The following statement was delivered by Walusungu Mtonga and Stella Ziegler, IPPNW’s International Student Representatives, to the General Debate of the third Meeting of States Parties to the Treaty on the Prohibition of Nuclear Weapons (TPNW). United Nations Headquarters, NYC | 5 March 2025.

Walusungu and Stella delivering remarks at the third Meeting of States Parties to the Treaty on the Prohibition of Nuclear Weapons

Distinguished delegates, esteemed colleagues, and honored guests,

We stand before you today as Board Members of the International Physicians for the Prevention of Nuclear War (IPPNW), a global network of health professionals united in the mission to prevent nuclear war and safeguard human and planetary health. We are medical students and members of the generation that is rising up to reject the deadly inheritance of nuclear weapons.   

As we mark the 80th year in the nuclear age, we face the sobering reality that we are the last generation to hear directly from Hibakusha, survivors of the Hiroshima and Nagasaki bombings. As the threat of nuclear war grows, the Hibakusha prompt us to take action and ensure that such horrors are never repeated.

The evidence is clear: there can be no meaningful medical response following any use of nuclear weapons. Even a single Hiroshima-sized bomb, considered a “tactical” nuclear weapon by today’s standard, would cause immediate, catastrophic destruction. Those in the immediate vicinity of the blast would be vaporized, while survivors would endure third-degree burns, life-threatening crush injuries, sudden deafness, and temporary blindness. Survivors would have to navigate a decimated landscape, with no way to contact first responders or medical personnel, who themselves would be among the dead and injured. Hospitals and modern life-saving equipment would be destroyed, and the doctors and nurses who survive would have little to offer patients.

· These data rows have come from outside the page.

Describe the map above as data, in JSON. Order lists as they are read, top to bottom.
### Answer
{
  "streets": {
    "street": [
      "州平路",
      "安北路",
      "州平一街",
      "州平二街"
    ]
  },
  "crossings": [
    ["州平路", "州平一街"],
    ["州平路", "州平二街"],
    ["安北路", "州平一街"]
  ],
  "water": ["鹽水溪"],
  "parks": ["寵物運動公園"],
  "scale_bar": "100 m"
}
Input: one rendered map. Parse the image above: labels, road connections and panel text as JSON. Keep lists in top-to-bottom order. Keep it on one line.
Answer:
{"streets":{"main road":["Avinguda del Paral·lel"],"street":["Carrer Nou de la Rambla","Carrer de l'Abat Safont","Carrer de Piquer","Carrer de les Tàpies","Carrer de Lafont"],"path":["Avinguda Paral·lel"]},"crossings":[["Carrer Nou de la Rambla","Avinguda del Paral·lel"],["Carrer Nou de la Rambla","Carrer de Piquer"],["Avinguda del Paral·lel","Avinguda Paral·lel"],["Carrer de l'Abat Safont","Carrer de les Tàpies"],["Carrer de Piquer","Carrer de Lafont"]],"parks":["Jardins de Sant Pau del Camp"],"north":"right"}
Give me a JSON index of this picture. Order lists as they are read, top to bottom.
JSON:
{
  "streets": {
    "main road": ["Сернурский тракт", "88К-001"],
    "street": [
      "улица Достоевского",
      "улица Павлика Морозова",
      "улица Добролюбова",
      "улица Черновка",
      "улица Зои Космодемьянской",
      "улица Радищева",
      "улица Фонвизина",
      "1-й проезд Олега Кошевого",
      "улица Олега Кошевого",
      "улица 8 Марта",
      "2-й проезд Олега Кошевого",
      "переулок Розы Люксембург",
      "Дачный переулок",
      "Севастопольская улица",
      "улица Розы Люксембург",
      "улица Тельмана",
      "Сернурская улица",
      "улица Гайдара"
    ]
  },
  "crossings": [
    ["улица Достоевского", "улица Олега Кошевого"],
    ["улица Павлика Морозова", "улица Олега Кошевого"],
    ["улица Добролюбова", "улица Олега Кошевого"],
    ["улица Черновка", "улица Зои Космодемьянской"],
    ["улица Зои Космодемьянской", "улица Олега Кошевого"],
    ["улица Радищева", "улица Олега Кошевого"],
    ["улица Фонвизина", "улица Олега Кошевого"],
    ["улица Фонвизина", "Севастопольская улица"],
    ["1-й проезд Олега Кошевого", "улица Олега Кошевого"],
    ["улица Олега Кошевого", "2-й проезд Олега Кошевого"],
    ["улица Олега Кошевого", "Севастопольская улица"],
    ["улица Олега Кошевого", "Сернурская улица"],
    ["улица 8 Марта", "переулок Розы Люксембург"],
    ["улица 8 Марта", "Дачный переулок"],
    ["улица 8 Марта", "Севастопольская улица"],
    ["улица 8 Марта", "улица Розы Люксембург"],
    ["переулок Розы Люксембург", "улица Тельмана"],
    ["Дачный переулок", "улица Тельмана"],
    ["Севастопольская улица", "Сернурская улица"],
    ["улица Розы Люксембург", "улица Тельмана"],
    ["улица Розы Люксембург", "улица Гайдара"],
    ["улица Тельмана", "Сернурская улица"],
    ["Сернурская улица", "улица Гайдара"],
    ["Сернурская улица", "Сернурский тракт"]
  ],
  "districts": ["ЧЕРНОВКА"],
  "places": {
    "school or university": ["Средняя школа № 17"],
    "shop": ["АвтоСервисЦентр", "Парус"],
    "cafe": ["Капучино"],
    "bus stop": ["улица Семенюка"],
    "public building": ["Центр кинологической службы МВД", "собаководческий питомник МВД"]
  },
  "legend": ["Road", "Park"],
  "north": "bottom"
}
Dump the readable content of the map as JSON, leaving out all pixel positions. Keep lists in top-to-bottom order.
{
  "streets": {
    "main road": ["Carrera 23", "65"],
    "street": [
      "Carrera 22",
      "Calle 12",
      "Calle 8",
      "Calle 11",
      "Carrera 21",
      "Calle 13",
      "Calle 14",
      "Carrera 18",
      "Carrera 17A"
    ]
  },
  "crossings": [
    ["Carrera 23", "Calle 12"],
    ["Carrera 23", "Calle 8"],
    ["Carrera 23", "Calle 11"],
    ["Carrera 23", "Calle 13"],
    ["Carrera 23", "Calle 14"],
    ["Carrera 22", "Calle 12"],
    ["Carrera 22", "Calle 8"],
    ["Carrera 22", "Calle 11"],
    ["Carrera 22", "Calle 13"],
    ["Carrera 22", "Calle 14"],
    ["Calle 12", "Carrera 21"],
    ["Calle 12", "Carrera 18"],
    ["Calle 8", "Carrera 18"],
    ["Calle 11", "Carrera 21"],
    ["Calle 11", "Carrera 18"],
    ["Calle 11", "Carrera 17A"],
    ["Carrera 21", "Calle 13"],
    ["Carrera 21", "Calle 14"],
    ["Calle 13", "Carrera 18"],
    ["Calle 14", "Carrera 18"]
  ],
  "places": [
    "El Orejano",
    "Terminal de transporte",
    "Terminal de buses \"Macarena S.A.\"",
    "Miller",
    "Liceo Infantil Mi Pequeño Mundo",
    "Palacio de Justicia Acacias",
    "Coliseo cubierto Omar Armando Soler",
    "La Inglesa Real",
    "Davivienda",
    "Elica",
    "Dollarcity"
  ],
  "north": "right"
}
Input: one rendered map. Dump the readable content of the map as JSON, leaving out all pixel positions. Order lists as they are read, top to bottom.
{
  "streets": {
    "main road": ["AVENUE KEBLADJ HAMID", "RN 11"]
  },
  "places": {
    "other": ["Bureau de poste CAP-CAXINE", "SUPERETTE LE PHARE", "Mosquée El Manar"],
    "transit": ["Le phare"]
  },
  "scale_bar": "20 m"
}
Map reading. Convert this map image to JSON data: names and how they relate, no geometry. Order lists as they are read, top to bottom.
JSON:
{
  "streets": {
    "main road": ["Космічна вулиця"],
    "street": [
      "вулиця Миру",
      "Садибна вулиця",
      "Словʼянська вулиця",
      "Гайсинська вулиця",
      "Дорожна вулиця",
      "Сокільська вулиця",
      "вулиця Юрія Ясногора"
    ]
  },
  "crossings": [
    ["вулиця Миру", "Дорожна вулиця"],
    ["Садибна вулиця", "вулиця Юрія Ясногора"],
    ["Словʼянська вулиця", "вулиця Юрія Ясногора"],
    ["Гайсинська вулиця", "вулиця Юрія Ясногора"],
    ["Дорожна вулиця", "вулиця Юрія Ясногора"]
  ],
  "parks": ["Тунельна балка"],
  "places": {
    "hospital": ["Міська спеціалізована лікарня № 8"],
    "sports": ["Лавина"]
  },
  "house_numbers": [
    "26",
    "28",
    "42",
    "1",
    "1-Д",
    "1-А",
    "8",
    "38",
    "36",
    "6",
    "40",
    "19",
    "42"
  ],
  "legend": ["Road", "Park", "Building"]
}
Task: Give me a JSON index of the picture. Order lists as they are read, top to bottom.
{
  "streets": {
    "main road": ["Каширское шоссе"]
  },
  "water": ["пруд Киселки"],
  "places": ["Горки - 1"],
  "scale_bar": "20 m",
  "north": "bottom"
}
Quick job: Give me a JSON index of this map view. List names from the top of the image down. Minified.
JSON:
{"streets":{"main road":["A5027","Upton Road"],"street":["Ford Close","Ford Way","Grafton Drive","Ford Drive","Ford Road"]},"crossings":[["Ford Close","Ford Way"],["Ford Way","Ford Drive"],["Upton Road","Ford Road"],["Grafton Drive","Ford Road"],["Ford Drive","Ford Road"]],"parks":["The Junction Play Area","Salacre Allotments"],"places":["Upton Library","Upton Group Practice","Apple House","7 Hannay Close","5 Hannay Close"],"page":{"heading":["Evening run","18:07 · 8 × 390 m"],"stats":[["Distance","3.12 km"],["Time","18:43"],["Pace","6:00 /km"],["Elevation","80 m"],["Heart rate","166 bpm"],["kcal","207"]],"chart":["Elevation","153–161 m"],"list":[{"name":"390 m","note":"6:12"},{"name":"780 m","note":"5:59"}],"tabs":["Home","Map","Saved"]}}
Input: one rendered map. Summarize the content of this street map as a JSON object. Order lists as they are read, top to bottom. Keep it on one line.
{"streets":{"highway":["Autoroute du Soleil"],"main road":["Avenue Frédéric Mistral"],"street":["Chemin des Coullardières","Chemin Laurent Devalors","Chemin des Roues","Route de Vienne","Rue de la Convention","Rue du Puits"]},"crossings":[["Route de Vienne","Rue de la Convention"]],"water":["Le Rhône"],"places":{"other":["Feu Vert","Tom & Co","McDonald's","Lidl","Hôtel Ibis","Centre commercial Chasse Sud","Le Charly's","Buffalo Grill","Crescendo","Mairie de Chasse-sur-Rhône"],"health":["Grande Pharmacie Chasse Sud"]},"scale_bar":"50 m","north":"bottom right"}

This does not account for the deadly effects of radiation exposure, which knows no borders. Acute radiation sickness can be fatal within hours, days, and weeks. In the long term, survivors face a heightened risk of developing cancer, birth defects, and other life-threatening complications, with disproportionate harm to women and girls. The environmental consequences would be equally devastating, with long-lasting pollution of the air, water, soil, and food resources, alongside genetic mutations and psychological trauma. 

These are the effects of just one bomb.

Nuclear war threatens all life on earth. Even a “limited” nuclear conflict involving less than 3% of the world’s nuclear arsenals would result in upwards of 100 million direct fatalities, cause global temperatures to drop by an average of 1.3 degrees Celsius, and kill every third person on earth. Delegates, a nuclear war that starts in any corner of the globe, one that leaves 97% of the world’s weapons untouched, would cause irreparable harm to my community in Lusaka. An all-out nuclear war between the US and Russia would plummet global temperatures beyond that of the last Ice Age. This is the definition of madness. 

Both of us recently swore a professional oath to prevent harm, whenever possible. This is why we are here at this 3rd Meeting of States Parties and why we have joined the movement to universalize the TPNW.  Nuclear war can be prevented.  

We reject the future that such weapons promise for our patients, families, and communities. It is a future that we must not allow to unfold. The threat of nuclear war is a very present danger, exacerbated by the growing challenges we face, including the erosion of the rule of law, the escalating climate crisis, and the integration of artificial intelligence into nuclear command and control systems. These factors only heighten the risks of nuclear weapons use and underscore the urgency of our collective work to abolish them. 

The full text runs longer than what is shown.